§ Problem to solve: In the records below, find each line containing the word "sans" and copy it.

[Recorded data]

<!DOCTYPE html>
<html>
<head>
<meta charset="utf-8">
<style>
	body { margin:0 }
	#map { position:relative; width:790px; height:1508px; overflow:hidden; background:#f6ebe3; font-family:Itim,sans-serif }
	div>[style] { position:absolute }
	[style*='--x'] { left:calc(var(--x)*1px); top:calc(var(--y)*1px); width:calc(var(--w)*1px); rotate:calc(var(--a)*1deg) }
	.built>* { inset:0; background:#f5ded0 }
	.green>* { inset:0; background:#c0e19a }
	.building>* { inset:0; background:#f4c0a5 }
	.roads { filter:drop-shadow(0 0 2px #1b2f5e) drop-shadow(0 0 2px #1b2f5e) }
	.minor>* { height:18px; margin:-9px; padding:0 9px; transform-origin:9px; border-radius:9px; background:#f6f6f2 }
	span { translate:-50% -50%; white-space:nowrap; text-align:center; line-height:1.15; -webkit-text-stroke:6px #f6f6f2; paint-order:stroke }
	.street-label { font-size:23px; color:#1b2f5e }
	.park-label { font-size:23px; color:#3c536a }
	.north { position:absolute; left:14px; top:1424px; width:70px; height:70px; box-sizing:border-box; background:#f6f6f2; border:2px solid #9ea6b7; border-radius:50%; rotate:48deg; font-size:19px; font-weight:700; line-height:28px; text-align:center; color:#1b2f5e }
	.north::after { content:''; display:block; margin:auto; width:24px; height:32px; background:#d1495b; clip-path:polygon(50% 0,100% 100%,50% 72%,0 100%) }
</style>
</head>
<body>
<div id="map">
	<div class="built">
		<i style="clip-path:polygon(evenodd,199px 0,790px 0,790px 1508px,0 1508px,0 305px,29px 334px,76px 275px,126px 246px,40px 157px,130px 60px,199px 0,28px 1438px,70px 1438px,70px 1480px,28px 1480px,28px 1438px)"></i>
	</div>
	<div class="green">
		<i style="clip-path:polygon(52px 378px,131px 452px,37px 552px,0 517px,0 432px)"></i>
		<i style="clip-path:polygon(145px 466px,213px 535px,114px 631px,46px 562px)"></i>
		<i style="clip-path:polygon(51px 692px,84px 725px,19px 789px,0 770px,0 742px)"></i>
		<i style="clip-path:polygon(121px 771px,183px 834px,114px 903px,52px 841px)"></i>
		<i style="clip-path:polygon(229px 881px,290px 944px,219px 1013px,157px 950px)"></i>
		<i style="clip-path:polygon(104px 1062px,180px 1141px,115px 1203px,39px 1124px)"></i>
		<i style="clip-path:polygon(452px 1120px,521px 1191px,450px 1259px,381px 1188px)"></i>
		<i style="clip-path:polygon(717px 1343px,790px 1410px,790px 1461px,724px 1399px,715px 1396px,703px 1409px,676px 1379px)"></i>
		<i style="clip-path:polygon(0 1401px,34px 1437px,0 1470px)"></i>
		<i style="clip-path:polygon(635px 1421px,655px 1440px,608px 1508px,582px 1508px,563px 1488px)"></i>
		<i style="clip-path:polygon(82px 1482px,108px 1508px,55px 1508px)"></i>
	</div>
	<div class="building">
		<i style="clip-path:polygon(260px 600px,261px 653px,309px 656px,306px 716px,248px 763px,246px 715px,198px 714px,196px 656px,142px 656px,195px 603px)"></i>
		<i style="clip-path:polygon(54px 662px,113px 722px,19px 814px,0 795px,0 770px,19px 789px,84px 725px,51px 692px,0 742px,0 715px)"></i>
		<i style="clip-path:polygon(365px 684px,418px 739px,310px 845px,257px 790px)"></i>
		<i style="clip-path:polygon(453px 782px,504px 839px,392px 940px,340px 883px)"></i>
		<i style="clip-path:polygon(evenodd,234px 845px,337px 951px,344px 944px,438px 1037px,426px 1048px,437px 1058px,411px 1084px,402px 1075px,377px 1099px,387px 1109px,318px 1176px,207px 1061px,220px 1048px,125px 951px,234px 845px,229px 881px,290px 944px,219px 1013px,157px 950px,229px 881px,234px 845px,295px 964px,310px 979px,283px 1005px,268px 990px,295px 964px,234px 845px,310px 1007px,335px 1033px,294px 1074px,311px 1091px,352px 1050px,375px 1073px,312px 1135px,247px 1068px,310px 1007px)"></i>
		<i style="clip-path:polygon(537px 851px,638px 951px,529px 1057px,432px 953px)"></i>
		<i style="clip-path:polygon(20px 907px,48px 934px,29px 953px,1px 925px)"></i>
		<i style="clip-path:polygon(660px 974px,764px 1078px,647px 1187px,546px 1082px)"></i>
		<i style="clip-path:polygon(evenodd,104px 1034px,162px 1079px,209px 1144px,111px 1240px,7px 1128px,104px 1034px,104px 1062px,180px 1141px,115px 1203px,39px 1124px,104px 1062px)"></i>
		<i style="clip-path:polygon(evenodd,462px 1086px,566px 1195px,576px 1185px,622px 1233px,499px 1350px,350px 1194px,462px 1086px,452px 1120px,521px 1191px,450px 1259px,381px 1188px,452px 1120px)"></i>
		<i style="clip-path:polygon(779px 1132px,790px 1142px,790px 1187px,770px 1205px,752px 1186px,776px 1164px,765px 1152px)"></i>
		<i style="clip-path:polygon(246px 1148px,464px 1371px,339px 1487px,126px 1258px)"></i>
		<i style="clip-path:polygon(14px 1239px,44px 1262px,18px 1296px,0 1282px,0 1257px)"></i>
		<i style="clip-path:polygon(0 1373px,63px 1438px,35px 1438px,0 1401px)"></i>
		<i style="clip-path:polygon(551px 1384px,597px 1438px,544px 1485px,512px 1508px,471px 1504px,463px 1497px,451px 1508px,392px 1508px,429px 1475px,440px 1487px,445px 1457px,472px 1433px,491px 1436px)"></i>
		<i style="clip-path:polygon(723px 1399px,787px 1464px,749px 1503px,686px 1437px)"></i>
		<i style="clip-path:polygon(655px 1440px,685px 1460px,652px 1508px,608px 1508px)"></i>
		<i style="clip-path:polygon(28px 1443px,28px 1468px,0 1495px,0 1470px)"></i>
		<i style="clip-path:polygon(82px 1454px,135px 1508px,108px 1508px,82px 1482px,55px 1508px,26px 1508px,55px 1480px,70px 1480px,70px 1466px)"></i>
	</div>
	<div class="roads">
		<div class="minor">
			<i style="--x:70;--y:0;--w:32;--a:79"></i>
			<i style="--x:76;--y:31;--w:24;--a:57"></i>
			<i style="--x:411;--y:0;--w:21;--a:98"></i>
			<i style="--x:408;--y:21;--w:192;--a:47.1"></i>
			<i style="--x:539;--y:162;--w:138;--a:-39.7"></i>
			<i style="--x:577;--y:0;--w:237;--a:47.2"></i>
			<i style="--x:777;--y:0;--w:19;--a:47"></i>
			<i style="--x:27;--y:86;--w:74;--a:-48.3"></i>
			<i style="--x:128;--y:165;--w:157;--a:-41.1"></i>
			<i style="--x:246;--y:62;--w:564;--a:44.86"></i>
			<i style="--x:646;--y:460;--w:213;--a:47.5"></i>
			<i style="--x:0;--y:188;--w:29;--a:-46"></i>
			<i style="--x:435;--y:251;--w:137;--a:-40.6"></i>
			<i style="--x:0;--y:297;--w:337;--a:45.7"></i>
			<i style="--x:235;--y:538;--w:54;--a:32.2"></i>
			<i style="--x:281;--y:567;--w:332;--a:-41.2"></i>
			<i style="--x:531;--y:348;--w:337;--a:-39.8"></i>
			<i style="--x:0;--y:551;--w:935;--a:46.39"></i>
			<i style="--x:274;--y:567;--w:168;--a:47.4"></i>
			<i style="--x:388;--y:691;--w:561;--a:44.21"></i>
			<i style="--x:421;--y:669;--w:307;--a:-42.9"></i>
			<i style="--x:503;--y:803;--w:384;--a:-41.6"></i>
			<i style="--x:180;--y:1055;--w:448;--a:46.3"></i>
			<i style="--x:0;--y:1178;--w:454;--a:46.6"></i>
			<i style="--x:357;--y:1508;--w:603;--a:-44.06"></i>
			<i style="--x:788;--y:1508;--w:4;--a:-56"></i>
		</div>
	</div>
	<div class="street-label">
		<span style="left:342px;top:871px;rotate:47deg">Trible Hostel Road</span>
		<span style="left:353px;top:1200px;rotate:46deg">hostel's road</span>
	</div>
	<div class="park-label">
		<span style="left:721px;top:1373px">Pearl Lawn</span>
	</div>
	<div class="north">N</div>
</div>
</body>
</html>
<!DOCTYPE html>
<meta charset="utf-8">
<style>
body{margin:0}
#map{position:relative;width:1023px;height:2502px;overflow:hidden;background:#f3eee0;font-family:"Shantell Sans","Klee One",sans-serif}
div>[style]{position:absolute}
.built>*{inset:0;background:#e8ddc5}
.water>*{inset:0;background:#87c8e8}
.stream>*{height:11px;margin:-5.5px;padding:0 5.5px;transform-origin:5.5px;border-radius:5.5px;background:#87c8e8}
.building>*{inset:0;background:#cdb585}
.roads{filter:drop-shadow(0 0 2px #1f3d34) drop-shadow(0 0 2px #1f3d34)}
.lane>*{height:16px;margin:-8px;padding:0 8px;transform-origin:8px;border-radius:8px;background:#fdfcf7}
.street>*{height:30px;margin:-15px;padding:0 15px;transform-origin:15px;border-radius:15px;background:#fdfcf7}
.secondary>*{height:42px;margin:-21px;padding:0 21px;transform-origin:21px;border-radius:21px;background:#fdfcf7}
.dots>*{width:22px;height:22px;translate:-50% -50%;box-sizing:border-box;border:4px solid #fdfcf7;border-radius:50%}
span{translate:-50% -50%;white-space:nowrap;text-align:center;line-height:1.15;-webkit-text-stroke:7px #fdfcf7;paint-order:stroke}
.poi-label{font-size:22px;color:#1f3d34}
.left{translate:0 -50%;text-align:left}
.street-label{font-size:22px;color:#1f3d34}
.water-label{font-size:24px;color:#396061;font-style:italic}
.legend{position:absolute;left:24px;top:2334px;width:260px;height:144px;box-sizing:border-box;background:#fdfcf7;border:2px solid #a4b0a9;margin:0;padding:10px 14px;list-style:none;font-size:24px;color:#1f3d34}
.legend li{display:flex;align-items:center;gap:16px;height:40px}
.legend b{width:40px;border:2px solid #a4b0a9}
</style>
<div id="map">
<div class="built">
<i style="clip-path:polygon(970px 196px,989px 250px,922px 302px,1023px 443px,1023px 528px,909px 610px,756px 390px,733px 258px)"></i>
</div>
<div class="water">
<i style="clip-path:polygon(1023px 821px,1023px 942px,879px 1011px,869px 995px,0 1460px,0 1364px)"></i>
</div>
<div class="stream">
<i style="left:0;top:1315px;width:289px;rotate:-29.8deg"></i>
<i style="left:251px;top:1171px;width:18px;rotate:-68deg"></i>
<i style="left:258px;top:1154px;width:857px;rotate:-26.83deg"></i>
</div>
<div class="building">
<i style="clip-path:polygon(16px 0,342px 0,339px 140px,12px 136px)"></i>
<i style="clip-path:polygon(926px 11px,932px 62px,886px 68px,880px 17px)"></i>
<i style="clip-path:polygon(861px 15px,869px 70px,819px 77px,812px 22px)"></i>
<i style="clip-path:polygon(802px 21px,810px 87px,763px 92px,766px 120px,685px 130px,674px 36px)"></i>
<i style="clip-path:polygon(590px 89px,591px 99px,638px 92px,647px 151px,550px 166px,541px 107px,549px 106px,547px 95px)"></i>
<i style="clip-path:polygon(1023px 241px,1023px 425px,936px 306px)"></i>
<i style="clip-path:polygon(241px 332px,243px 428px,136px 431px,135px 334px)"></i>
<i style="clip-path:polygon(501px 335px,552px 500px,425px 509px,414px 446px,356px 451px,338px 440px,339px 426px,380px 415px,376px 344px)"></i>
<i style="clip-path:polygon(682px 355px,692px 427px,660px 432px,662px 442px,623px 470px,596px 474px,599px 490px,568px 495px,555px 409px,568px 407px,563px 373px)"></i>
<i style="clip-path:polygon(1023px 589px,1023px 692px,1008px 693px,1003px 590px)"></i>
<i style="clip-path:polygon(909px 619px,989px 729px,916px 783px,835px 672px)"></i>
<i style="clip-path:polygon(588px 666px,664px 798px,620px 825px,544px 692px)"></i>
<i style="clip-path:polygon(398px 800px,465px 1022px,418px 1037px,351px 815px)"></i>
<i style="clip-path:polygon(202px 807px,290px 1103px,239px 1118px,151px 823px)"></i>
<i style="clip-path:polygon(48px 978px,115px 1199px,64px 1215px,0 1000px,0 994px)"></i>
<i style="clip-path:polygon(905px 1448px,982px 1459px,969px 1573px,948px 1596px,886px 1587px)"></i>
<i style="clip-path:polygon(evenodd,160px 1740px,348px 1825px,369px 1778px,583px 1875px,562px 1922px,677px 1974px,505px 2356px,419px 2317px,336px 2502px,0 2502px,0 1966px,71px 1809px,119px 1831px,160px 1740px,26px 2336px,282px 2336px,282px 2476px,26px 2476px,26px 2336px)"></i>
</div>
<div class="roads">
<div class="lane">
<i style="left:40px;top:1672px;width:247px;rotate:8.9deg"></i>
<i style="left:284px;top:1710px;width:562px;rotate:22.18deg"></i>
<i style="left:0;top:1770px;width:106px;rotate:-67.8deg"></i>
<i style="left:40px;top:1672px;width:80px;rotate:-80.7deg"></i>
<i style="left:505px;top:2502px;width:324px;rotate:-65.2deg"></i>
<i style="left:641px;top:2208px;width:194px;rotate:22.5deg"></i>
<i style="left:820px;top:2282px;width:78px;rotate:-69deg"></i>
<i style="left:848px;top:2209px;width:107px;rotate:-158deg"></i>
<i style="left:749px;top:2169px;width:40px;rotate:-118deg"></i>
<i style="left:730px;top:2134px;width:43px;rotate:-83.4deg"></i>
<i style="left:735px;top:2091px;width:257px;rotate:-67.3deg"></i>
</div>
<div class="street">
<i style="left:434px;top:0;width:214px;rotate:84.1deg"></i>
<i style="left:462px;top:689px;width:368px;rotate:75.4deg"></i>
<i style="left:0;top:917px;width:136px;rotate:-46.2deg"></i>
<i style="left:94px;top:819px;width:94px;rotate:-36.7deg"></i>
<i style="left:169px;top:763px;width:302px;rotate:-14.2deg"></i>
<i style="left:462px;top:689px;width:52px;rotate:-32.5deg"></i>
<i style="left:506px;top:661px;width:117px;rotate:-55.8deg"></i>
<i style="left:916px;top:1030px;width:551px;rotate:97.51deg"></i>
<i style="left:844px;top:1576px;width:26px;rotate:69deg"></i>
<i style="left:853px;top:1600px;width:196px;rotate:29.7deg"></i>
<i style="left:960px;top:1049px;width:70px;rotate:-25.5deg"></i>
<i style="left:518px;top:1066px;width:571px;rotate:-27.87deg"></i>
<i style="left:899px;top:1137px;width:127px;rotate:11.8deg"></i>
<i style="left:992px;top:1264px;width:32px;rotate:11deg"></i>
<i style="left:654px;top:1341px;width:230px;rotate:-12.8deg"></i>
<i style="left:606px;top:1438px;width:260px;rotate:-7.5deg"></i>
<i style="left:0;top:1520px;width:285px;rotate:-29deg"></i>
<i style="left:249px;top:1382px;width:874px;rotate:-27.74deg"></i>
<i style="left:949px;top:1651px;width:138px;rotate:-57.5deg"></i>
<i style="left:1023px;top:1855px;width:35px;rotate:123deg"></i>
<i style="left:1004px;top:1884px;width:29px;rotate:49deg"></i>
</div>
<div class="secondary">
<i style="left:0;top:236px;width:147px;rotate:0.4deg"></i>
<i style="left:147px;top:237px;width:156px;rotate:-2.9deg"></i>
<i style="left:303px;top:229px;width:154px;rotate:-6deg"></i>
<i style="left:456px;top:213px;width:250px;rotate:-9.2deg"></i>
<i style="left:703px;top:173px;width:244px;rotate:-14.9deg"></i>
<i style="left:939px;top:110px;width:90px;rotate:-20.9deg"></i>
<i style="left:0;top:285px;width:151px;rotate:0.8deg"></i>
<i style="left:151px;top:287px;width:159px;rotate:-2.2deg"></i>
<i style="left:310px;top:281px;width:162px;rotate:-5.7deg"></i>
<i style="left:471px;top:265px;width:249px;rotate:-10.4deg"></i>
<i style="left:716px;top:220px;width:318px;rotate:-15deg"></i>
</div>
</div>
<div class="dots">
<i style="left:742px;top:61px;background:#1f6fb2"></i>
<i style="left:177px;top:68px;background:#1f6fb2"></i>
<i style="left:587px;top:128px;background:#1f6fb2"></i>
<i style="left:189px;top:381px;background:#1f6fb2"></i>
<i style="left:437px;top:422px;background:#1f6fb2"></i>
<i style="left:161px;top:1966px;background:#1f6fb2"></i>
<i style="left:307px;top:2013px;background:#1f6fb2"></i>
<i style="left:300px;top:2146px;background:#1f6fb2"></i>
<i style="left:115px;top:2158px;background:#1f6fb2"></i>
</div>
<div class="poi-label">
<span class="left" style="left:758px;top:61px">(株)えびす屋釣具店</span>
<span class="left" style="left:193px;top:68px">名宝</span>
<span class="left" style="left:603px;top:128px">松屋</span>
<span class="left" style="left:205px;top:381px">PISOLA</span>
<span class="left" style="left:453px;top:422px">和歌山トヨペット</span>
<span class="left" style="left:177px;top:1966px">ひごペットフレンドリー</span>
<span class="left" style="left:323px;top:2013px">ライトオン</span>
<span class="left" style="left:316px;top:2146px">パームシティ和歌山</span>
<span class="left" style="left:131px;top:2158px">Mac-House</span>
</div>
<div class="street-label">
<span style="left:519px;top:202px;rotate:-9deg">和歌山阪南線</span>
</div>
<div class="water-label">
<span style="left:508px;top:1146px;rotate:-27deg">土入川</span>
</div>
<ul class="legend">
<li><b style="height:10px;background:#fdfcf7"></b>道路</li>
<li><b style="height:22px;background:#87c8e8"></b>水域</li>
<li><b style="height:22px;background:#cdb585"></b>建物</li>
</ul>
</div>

§ Solution to this exercise:
	#map { position:relative; width:790px; height:1508px; overflow:hidden; background:#f6ebe3; font-family:Itim,sans-serif }
#map{position:relative;width:1023px;height:2502px;overflow:hidden;background:#f3eee0;font-family:"Shantell Sans","Klee One",sans-serif}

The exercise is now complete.